TASK →
Give every entry again, word for word.

Recorded data →
--------------------

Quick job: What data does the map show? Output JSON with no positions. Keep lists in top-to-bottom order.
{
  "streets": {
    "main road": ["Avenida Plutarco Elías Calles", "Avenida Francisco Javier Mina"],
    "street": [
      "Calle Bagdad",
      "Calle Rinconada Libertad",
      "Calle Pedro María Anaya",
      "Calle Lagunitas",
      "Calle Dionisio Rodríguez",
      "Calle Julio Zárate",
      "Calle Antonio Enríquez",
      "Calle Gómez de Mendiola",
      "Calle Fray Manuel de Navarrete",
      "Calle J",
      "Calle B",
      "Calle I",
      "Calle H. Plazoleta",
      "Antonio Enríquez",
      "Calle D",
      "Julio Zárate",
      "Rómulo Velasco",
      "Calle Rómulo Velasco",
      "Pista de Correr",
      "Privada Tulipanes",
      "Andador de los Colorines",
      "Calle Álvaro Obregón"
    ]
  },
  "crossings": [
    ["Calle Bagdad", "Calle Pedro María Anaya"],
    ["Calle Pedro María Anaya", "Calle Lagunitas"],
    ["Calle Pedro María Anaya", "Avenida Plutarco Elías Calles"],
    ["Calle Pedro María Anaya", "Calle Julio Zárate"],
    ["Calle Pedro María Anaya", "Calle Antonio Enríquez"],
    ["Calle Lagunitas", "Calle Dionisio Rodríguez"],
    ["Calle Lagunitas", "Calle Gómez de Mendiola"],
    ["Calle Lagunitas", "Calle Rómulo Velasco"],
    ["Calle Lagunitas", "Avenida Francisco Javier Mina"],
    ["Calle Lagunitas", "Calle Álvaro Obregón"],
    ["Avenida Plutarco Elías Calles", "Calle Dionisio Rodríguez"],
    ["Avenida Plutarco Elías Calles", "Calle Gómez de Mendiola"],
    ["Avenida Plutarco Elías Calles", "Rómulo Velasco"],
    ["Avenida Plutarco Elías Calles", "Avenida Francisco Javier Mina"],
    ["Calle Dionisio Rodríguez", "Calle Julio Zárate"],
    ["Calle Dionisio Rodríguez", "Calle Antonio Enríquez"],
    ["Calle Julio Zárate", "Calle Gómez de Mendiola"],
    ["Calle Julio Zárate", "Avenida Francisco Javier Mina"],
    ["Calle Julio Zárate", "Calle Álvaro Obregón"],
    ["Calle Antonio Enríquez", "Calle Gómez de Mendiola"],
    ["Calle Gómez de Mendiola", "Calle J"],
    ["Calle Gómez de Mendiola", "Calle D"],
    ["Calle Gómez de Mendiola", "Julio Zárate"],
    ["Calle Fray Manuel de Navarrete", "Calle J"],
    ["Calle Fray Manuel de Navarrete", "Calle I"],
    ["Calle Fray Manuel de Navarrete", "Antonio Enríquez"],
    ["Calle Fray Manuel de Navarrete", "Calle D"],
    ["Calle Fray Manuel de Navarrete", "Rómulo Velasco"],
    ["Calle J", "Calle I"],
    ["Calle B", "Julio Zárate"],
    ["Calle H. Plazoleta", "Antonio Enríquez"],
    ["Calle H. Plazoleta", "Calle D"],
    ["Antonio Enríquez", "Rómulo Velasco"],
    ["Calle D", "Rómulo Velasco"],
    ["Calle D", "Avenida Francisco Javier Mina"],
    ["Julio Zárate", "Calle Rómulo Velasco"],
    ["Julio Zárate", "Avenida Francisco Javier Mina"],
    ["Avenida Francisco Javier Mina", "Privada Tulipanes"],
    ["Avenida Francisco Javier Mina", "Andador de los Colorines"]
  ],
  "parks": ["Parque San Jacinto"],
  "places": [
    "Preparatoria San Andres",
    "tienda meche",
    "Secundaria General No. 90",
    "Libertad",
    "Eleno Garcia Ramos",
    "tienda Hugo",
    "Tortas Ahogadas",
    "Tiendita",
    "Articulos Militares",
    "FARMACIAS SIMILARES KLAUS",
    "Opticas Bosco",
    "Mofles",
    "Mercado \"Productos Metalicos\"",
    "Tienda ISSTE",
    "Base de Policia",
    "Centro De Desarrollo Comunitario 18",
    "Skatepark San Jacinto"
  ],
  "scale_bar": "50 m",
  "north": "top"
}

--------------------

OUTPUT →
Quick job: What data does the map show? Output JSON with no positions. Keep lists in top-to-bottom order.
{
  "streets": {
    "main road": ["Avenida Plutarco Elías Calles", "Avenida Francisco Javier Mina"],
    "street": [
      "Calle Bagdad",
      "Calle Rinconada Libertad",
      "Calle Pedro María Anaya",
      "Calle Lagunitas",
      "Calle Dionisio Rodríguez",
      "Calle Julio Zárate",
      "Calle Antonio Enríquez",
      "Calle Gómez de Mendiola",
      "Calle Fray Manuel de Navarrete",
      "Calle J",
      "Calle B",
      "Calle I",
      "Calle H. Plazoleta",
      "Antonio Enríquez",
      "Calle D",
      "Julio Zárate",
      "Rómulo Velasco",
      "Calle Rómulo Velasco",
      "Pista de Correr",
      "Privada Tulipanes",
      "Andador de los Colorines",
      "Calle Álvaro Obregón"
    ]
  },
  "crossings": [
    ["Calle Bagdad", "Calle Pedro María Anaya"],
    ["Calle Pedro María Anaya", "Calle Lagunitas"],
    ["Calle Pedro María Anaya", "Avenida Plutarco Elías Calles"],
    ["Calle Pedro María Anaya", "Calle Julio Zárate"],
    ["Calle Pedro María Anaya", "Calle Antonio Enríquez"],
    ["Calle Lagunitas", "Calle Dionisio Rodríguez"],
    ["Calle Lagunitas", "Calle Gómez de Mendiola"],
    ["Calle Lagunitas", "Calle Rómulo Velasco"],
    ["Calle Lagunitas", "Avenida Francisco Javier Mina"],
    ["Calle Lagunitas", "Calle Álvaro Obregón"],
    ["Avenida Plutarco Elías Calles", "Calle Dionisio Rodríguez"],
    ["Avenida Plutarco Elías Calles", "Calle Gómez de Mendiola"],
    ["Avenida Plutarco Elías Calles", "Rómulo Velasco"],
    ["Avenida Plutarco Elías Calles", "Avenida Francisco Javier Mina"],
    ["Calle Dionisio Rodríguez", "Calle Julio Zárate"],
    ["Calle Dionisio Rodríguez", "Calle Antonio Enríquez"],
    ["Calle Julio Zárate", "Calle Gómez de Mendiola"],
    ["Calle Julio Zárate", "Avenida Francisco Javier Mina"],
    ["Calle Julio Zárate", "Calle Álvaro Obregón"],
    ["Calle Antonio Enríquez", "Calle Gómez de Mendiola"],
    ["Calle Gómez de Mendiola", "Calle J"],
    ["Calle Gómez de Mendiola", "Calle D"],
    ["Calle Gómez de Mendiola", "Julio Zárate"],
    ["Calle Fray Manuel de Navarrete", "Calle J"],
    ["Calle Fray Manuel de Navarrete", "Calle I"],
    ["Calle Fray Manuel de Navarrete", "Antonio Enríquez"],
    ["Calle Fray Manuel de Navarrete", "Calle D"],
    ["Calle Fray Manuel de Navarrete", "Rómulo Velasco"],
    ["Calle J", "Calle I"],
    ["Calle B", "Julio Zárate"],
    ["Calle H. Plazoleta", "Antonio Enríquez"],
    ["Calle H. Plazoleta", "Calle D"],
    ["Antonio Enríquez", "Rómulo Velasco"],
    ["Calle D", "Rómulo Velasco"],
    ["Calle D", "Avenida Francisco Javier Mina"],
    ["Julio Zárate", "Calle Rómulo Velasco"],
    ["Julio Zárate", "Avenida Francisco Javier Mina"],
    ["Avenida Francisco Javier Mina", "Privada Tulipanes"],
    ["Avenida Francisco Javier Mina", "Andador de los Colorines"]
  ],
  "parks": ["Parque San Jacinto"],
  "places": [
    "Preparatoria San Andres",
    "tienda meche",
    "Secundaria General No. 90",
    "Libertad",
    "Eleno Garcia Ramos",
    "tienda Hugo",
    "Tortas Ahogadas",
    "Tiendita",
    "Articulos Militares",
    "FARMACIAS SIMILARES KLAUS",
    "Opticas Bosco",
    "Mofles",
    "Mercado \"Productos Metalicos\"",
    "Tienda ISSTE",
    "Base de Policia",
    "Centro De Desarrollo Comunitario 18",
    "Skatepark San Jacinto"
  ],
  "scale_bar": "50 m",
  "north": "top"
}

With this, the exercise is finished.